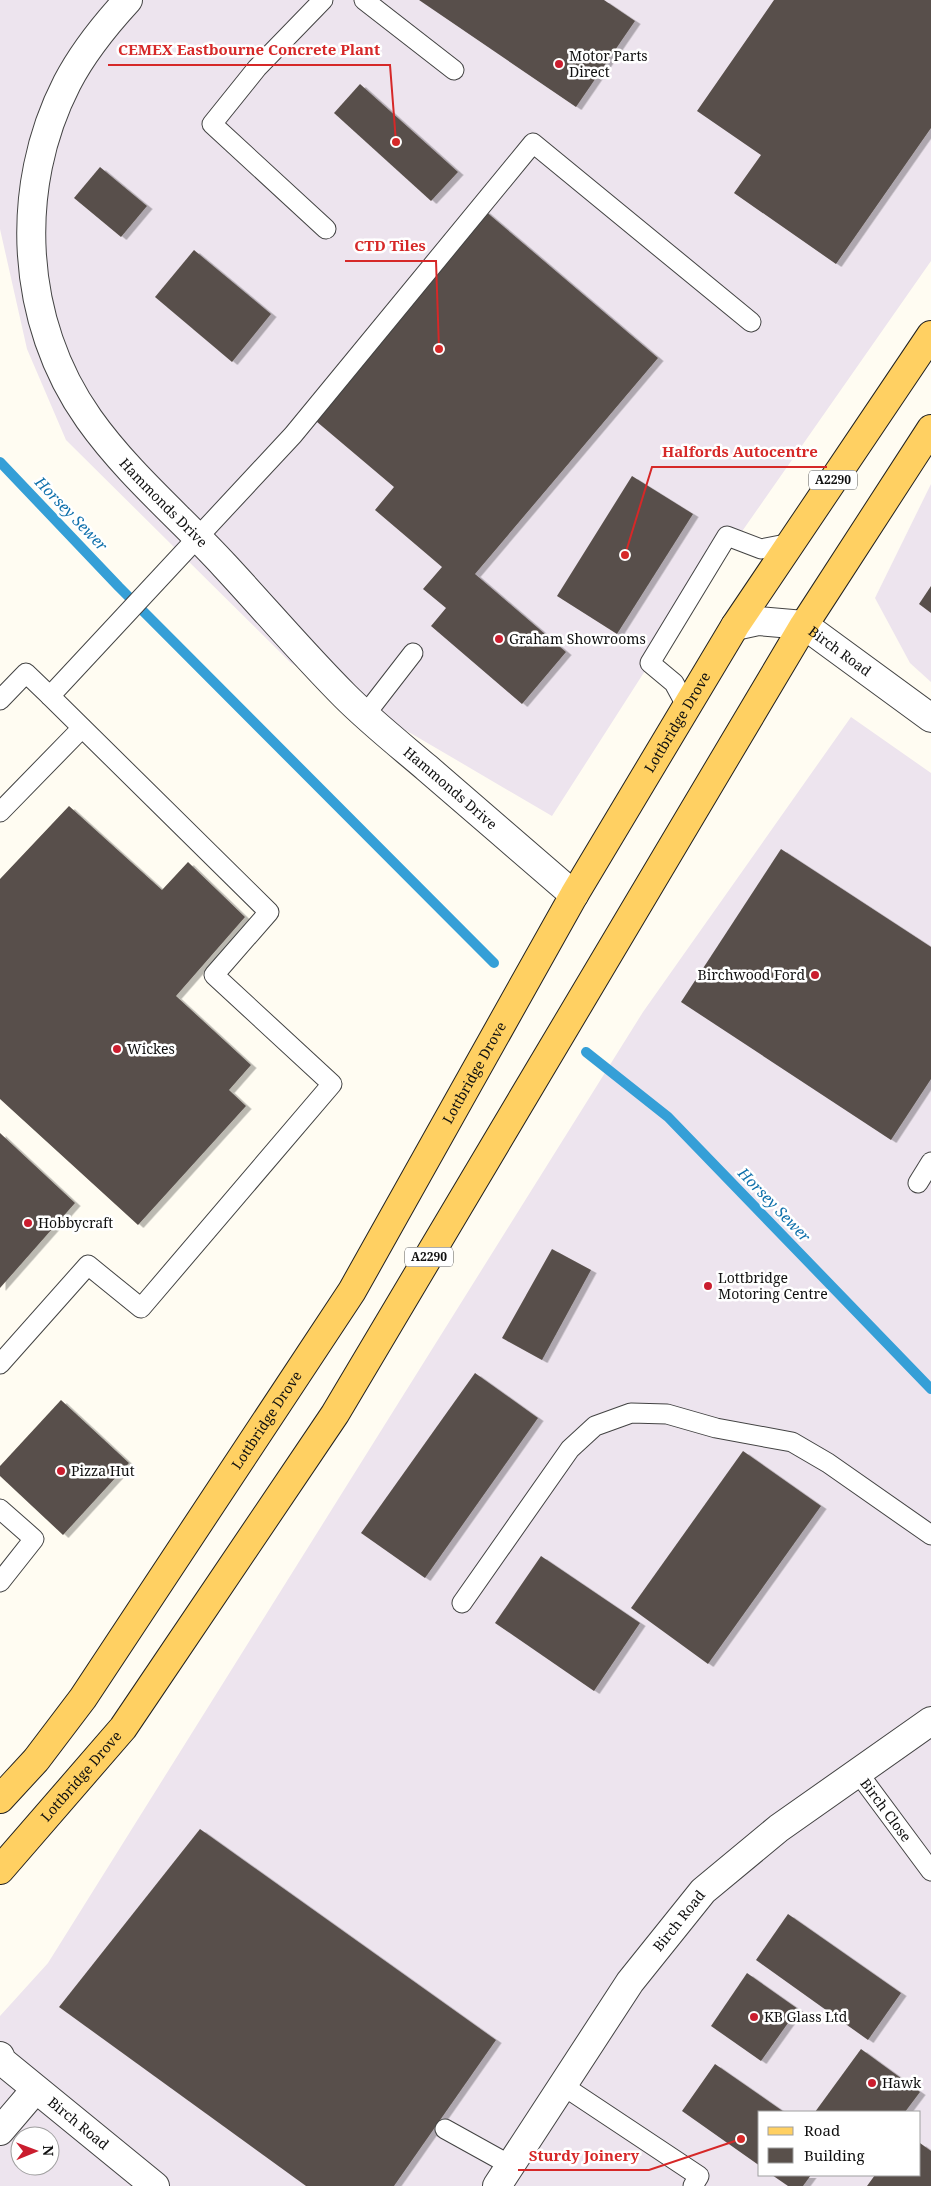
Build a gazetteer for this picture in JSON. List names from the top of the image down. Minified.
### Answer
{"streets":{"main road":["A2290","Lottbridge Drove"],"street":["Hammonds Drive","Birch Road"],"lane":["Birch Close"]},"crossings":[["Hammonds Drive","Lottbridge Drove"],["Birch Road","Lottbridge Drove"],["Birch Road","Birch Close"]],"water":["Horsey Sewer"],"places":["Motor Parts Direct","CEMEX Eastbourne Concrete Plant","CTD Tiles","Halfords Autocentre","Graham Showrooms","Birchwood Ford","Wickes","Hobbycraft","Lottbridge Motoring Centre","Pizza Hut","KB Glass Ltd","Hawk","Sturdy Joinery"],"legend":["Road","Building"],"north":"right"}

**WHAT TO WORK ON**.
With the pictures left out, write out all of the data exactly.

**SOLVED PROBLEM**.
Build a gazetteer for this picture in JSON. List names from the top of the image down. Minified.
### Answer
{"streets":{"main road":["A2290","Lottbridge Drove"],"street":["Hammonds Drive","Birch Road"],"lane":["Birch Close"]},"crossings":[["Hammonds Drive","Lottbridge Drove"],["Birch Road","Lottbridge Drove"],["Birch Road","Birch Close"]],"water":["Horsey Sewer"],"places":["Motor Parts Direct","CEMEX Eastbourne Concrete Plant","CTD Tiles","Halfords Autocentre","Graham Showrooms","Birchwood Ford","Wickes","Hobbycraft","Lottbridge Motoring Centre","Pizza Hut","KB Glass Ltd","Hawk","Sturdy Joinery"],"legend":["Road","Building"],"north":"right"}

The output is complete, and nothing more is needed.